Web applications use bcrypt for passwords instead of much weaker hashes (e.g. single-round SHA-1, or even ROT13) so that offline cracking is suddenly nontrivial.

But, since an FTP-server-alike application just reads/writes files on the local disk, any attacker with access to the login database will have this local disk access anyway. So I don't think offline hash-cracking is a credible threat.

That just leaves online bruteforce, but since I'm lucky to have a guarantee of strong passwords (128-bit v4 GUIDs), that's really infeasible too.

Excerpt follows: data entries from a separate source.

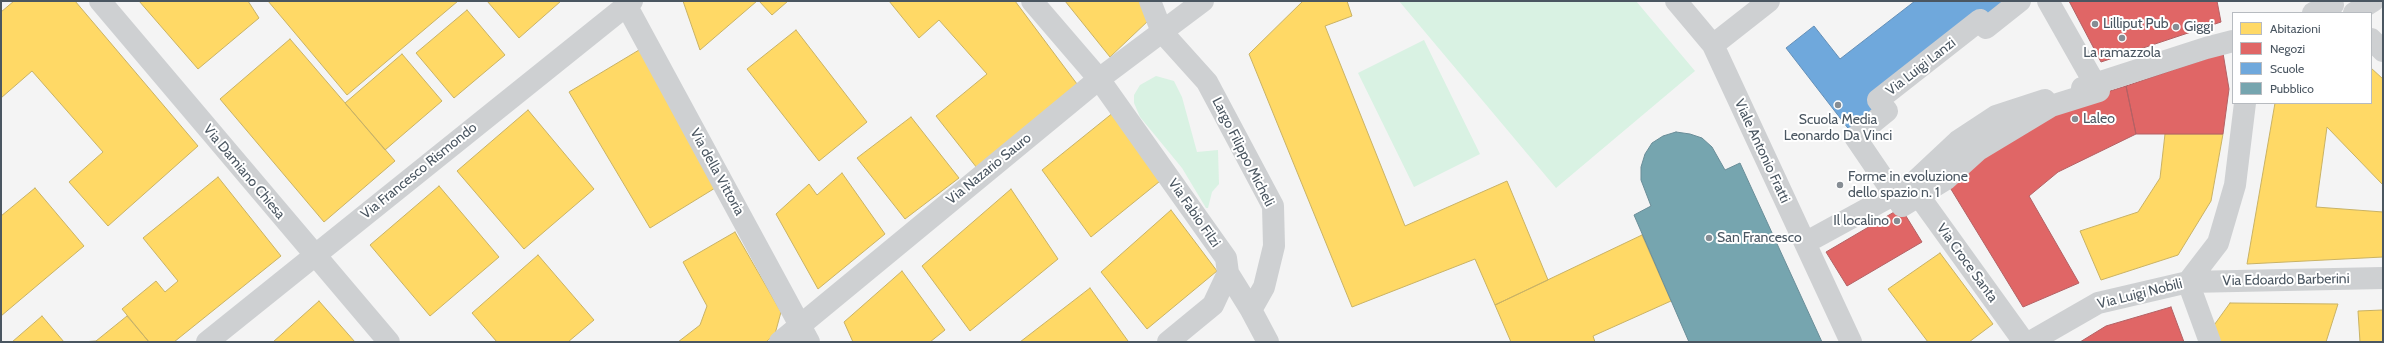 <!DOCTYPE html>
<html>
<head>
<meta charset="utf-8">
<style>
	body { margin:0 }
	#map { position:relative; width:2384px; height:343px; overflow:hidden; background:#f4f4f4; font-family:Cabin,sans-serif }
	canvas { display:block }
	.frame { position:absolute; inset:0; border:2px solid #4a5661; pointer-events:none }
	.legend { position:absolute; left:2232px; top:12px; width:140px; height:92px; box-sizing:border-box; background:#fff; border:1px solid #b7bbc0; margin:0; padding:5px 7px; list-style:none; font-size:12px; color:#4a5661 }
	.legend li { display:flex; align-items:center; gap:8px; height:20px }
	.legend b { width:20px; border:1px solid #b7bbc0 }
</style>
</head>
<body>
<div id="map">
<canvas width="2384" height="343"></canvas>
<div class="frame"></div>
<ul class="legend">
<li><b style="height:11px;background:#ffd966"></b>Abitazioni</li>
<li><b style="height:11px;background:#e06666"></b>Negozi</li>
<li><b style="height:11px;background:#6fa8dc"></b>Scuole</li>
<li><b style="height:11px;background:#76a5af"></b>Pubblico</li>
</ul>
</div>
<script>
const ctx = document.querySelector('canvas').getContext('2d');
ctx.lineJoin = 'round';
function fillPath(path, color) {
  ctx.fillStyle = color;
  ctx.fill(path, 'evenodd');
}
function poly(rows) {
  const path = new Path2D();
  for (const r of rows) {
    path.moveTo(r[0], r[1]);
    for (let i = 2; i < r.length; i += 2) path.lineTo(r[i], r[i + 1]);
  }
  return path;
}
function stroke(path, color, width, dash) {
  ctx.strokeStyle = color;
  ctx.lineWidth = width;
  ctx.lineCap = dash ? 'butt' : 'round';
  ctx.setLineDash(dash || []);
  ctx.stroke(path);
}
function drawText(font, color, halo, rows, align = 'center') {
  ctx.font = font + ' Cabin,sans-serif';
  ctx.lineWidth = 4;
  ctx.setLineDash([]);
  ctx.textBaseline = 'middle';
  ctx.strokeStyle = halo;
  ctx.fillStyle = color;
  for (const [text, x, y, turn = 0] of rows) {
    ctx.save();
    ctx.translate(x, y);
    ctx.rotate((+turn || 0) * Math.PI / 180);
    ctx.textAlign = isNaN(turn) ? turn : align;
    if (halo) ctx.strokeText(text, 0, 0);
    ctx.fillText(text, 0, 0);
    ctx.restore();
  }
}
fillPath(poly([
	[1399,1,1636,1,1695,71,1556,188],
	[1424,40,1480,154,1414,187,1358,73],
	[1156,76,1174,81,1182,97,1197,152,1218,150,1219,184,1212,192,1208,208,1206,208,1182,168,1140,117,1134,103,1134,95,1140,85]
]), '#d9f2e3');
const homes = poly([
	[14,1,75,1,198,146,108,226,69,182,103,152,32,71,1,98,1,12,14,1],
	[139,1,248,1,259,18,198,69,139,1],
	[268,1,458,1,347,95,268,1],
	[487,1,561,1,519,38,487,1],
	[683,1,757,1,700,50,683,1],
	[759,1,788,1,772,15,759,1],
	[889,1,1015,1,1077,84,977,168,936,116,987,74,939,20,919,38,889,1],
	[1065,1,1141,1,1149,20,1110,57,1065,1],
	[1303,1,1347,1,1352,16,1325,26,1405,226,1507,181,1548,280,1495,305,1475,259,1352,307,1249,54,1303,1],
	[467,10,505,55,454,98,416,53,467,10],
	[796,30,867,122,819,161,747,69,796,30],
	[290,39,395,161,324,222,220,99,290,39],
	[639,50,720,185,650,228,569,92,639,50],
	[402,54,442,101,385,150,345,103,402,54],
	[2371,68,2383,79,2383,185,2327,127,2316,207,2383,212,2383,257,2247,264,2275,103,2371,103,2371,68],
	[528,110,594,189,524,249,457,171,528,110],
	[1114,112,1165,177,1091,237,1042,170,1114,112],
	[911,117,959,178,905,219,857,158,911,117],
	[2165,134,2223,134,2211,201,2178,255,2101,280,2080,231,2138,212,2160,178,2165,134],
	[842,173,885,234,818,289,776,214,809,184,817,195,842,173],
	[218,177,281,256,174,342,149,342,122,309,156,281,165,292,178,281,143,238,218,177],
	[439,186,499,257,430,316,370,245,439,186],
	[35,188,84,246,1,316,1,216,35,188],
	[1011,189,1058,259,970,331,922,266,1011,189],
	[1171,210,1217,271,1147,329,1101,272,1171,210],
	[735,232,781,312,775,334,766,342,678,342,700,325,707,306,683,262,735,232],
	[1642,235,1671,301,1593,336,1595,342,1511,342,1495,305,1642,235],
	[1940,253,1993,324,1969,342,1928,342,1888,289,1940,253],
	[538,255,594,320,568,342,497,342,472,313,538,255],
	[902,271,945,330,930,342,853,342,844,322,902,271],
	[1090,288,1128,341,1127,342,1020,342,1090,288],
	[319,301,355,342,273,342,319,301],
	[2230,303,2338,304,2326,342,2219,342,2212,328,2230,303],
	[2383,310,2383,342,2360,342,2358,311,2383,310],
	[42,316,64,342,12,342,42,316],
	[127,316,149,342,81,342,96,341,127,316]
]);
fillPath(homes, '#ffd966');
stroke(homes, '#c9b264', 1);
const shops = poly([
	[2069,1,2217,1,2221,22,2101,62,2069,1],
	[2223,53,2229,89,2223,134,2136,134,2126,86,2223,53],
	[2126,86,2136,134,2058,172,2029,196,2079,283,2023,307,1946,181,2055,108,2126,86],
	[1901,208,1922,242,1847,286,1826,252,1901,208],
	[2171,307,2184,342,2080,342,2106,326,2171,307]
]);
fillPath(shops, '#e06666');
stroke(shops, '#b36164', 1);
const schools = poly([
	[1915,1,2019,1,1877,100,1886,111,1854,136,1786,48,1814,26,1840,59,1915,1]
]);
fillPath(schools, '#6fa8dc');
stroke(schools, '#648fb7', 1);
const public = poly([
	[1676,132,1690,134,1702,138,1712,147,1725,170,1740,163,1822,342,1689,342,1634,215,1651,206,1641,180,1641,167,1645,154,1652,143,1663,136,1676,132]
]);
fillPath(public, '#76a5af');
stroke(public, '#698d98', 1);
stroke(poly([
	[100,1,389,342],
	[624,1,809,342],
	[1032,1,1099,79,1226,258,1228,273,1213,305,1168,342],
	[1150,1,1162,32,1207,82,1273,206,1274,246,1264,287,1251,310,1268,342],
	[1676,1,1713,45,1851,342],
	[2020,1,1986,28,1980,20,1878,100,1887,111,1855,137,1902,206,1946,179,1978,150,2051,106,2099,91,2048,1],
	[2313,13,2333,5],
	[2354,13,2373,1],
	[2371,39,2383,51],
	[1713,45,1769,1],
	[2082,88,2206,48,2233,41],
	[1911,185,2024,342],
	[1805,243,1911,185,1958,141,1996,116,2045,100],
	[1228,273,1251,310],
	[2188,282,2218,243,2235,185,2245,103],
	[2188,282,2210,342],
	[207,342,632,1],
	[780,342,1099,79,1203,1],
	[2030,342,2098,303,2188,282,2383,278]
]), '#ced0d2', 22);
for (const [x, y, r, color] of [
	[2095,24,4,"#868d94"],
	[2176,27,4,"#868d94"],
	[2122,38,4,"#868d94"],
	[1838,105,4,"#868d94"],
	[2075,119,4,"#868d94"],
	[1840,185,4,"#868d94"],
	[1897,221,4,"#868d94"],
	[1709,238,4,"#868d94"]
]) {
  const dot = new Path2D();
  dot.arc(x, y, r, 0, 2 * Math.PI);
  ctx.fillStyle = color;
  ctx.fill(dot);
  stroke(dot, '#fff', 1.5);
}
drawText('14px', '#4a5661', '#fff', [
	["Lilliput Pub",2103,24],
	["Giggi",2184,27],
	["La ramazzola",2122,53,"center"],
	["Laleo",2083,119],
	["Scuola Media",1838,120,"center"],
	["Leonardo Da Vinci",1838,136,"center"],
	["Forme in evoluzione",1848,177],
	["dello spazio n. 1",1848,193],
	["Il localino",1889,221,"right"],
	["San Francesco",1717,238]
], 'left');
drawText('14px', '#4a5661', '#fff', [
	["Via Luigi Lanzi",1921,67,-38],
	["Viale Antonio Fratti",1762,151,65],
	["Largo Filippo Micheli",1243,152,63],
	["Via Nazario Sauro",989,169,-39],
	["Via Francesco Rismondo",419,171,-39],
	["Via Damiano Chiesa",244,172,50],
	["Via della Vittoria",717,172,61],
	["Via Fabio Filzi",1194,213,55],
	["Via Croce Santa",1967,263,54],
	["Via Edoardo Barberini",2286,280,-1],
	["Via Luigi Nobili",2140,294,-14]
]);
</script>
</body>
</html>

So I think in this situation it's safe for me to downgrade the hash security to something significantly weaker (e.g. single-round SHA-1, or even ROT13).

My question is:

Have i forgotten something? Is this analysis wrong?

  • 1
    Reversing ROT13 is trivial. Also, you can reduce the strength of bcrypt. Why not do that?
    – forest
    Jun 29, 2018 at 2:07
  • @forest ; Sure, and bcrypt with work factor 0 or 1 also has the benefit of automatically using a random salt. But something even weaker uses even less CPU. My question is - is it still safe in this situation?
    – mappu
    Jun 29, 2018 at 2:46
  • The weaker it is, the less secure it is. Make it as computationally expensive as you can without it bogging down your systems. Absolutely do not use a single hash. Only use something like bcrypt. On a similar note, have you considered trying to find a solution to the concurrent logins rather than making the KDF faster? For example, have the initial login do the bcrypt computations and then provide a cookie (or whatever equivalent you have with the protocol you are using) that allows authentication for subsequent connections.
    – forest
    Jun 29, 2018 at 2:47
  • @forest ; I think this situation is sufficiently unique (e.g. strong passwords) that I am questioning the value of blanket statements like that. I agree with addressing the underlying problem; but it's like a thundering-herd of initial login attempts after server boot. A cookie won't help (unless it's cached on disk through server boot, where it could be stolen in the same way as a weaker hash).
    – mappu
    Jun 29, 2018 at 2:54
  • Oh wait, I just re-read your question and saw that each password was a randomly generated 128-bit value. If it has a 128-bit keyspace (i.e. each bit has a 50% chance of being a 1), then there is no need to use a KDF. Just hash it with a single round of SHA-1 (or even MD5!). You don't even need a salt.
    – forest
    Jun 29, 2018 at 2:56

1 Answer 1


A 128-bit GUID v4 has 122 random bits. According to RFC 4122 § 4.4, six of the bits are fixed, with 122 remaining bits being random. Assuming the random number generator source you use is cryptographically secure, a key generated in this way will have a keyspace of 2122, which is plenty. If it is used as a key to authenticate to your service, you do not need to bring it through a slow KDF. Slow KDFs are designed to make weak human-generated passwords slightly harder to break. If the key is already too large to break, the only thing required when deriving the hash is the use of a one-way function. You can safely pass the key through a single round of SHA-1 or even MD5 (these hashes are vulnerable to collisions, but not preimages which are what matter in the context of password hashing). You do not need to use a salt either, since each key will already be be distinct.